Here is a hypothetical situation that most child psychiatrists have encountered: You’re an attending on a child psychiatric inpatient unit. An 11-year-old boy who was admitted for suicidal ideation just had a difficult meeting with his parents and the social worker.
He wants to go home, but is not yet ready for discharge, and he’s angry about it. He marches up and down the hallway menacingly. He goes into his room and pulls the mattress off his bed and throws it around. Both you and your staff have tried to reason with him in order to de-escalate the situation, but nothing works.
What do you do? Unfortunately, there are no clear answers, since we lack good research on the best ways to calm acutely agitated children. Your approach may likely be slightly different from a colleague’s. In this month’s interview, Ruth Gerson, MD, discusses a variety of verbal de-escalation strategies in child psychiatry emergencies, and we suggest you use these when you can. (See “Practical Tips for Handling Psychiatric Emergencies in Children and Adolescents” Q&A with Ruth Gerson, MD.)

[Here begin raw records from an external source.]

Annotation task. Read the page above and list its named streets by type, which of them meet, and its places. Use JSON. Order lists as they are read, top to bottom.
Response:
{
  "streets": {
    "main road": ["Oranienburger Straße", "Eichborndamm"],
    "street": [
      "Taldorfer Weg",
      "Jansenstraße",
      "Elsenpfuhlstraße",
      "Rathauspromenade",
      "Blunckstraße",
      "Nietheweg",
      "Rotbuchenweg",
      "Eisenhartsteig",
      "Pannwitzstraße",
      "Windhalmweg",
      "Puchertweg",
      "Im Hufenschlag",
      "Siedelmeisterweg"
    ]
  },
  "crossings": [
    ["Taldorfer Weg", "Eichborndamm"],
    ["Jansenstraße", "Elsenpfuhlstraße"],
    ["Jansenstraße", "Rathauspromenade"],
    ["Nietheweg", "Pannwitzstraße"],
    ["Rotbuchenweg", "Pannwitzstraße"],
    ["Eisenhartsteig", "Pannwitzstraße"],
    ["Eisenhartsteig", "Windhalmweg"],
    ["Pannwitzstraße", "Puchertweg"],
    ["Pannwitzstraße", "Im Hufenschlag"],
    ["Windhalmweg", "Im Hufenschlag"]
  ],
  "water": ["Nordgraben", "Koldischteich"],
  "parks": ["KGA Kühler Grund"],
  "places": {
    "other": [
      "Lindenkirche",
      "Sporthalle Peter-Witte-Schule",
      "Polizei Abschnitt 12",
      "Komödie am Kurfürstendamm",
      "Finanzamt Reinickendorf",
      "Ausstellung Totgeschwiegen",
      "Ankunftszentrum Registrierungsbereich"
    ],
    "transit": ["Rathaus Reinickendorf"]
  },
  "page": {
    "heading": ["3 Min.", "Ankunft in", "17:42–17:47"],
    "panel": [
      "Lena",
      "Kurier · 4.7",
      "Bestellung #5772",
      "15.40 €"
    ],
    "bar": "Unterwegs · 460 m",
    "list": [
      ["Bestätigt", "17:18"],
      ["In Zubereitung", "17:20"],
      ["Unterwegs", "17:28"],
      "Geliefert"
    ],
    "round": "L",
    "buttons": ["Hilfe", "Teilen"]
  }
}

But, as with adults, children can lose behavioral control, putting themselves or others at risk, and in such cases it is our responsibility to figure out how to quickly ensure everybody’s safety—which may include the use of medications, whether voluntary or involuntary. In this article we provide you with some tips and pearls, derived from the literature and from discussions with various child psychiatrists on the front lines.
Typical Situations Requiring Sedation
Situations requiring sedation boil down to potential harm to self or to others, with agitation usually a part of the mix. Common diagnoses leading to these situations include autism spectrum disorders, conduct disorder, depression and other mood disorders, psychotic disorders, and substance abuse. The behaviors will vary depending on age and developmental level, and can include explosive temper tantrums, verbal threats, frank violence towards others or property, and agitation or restlessness.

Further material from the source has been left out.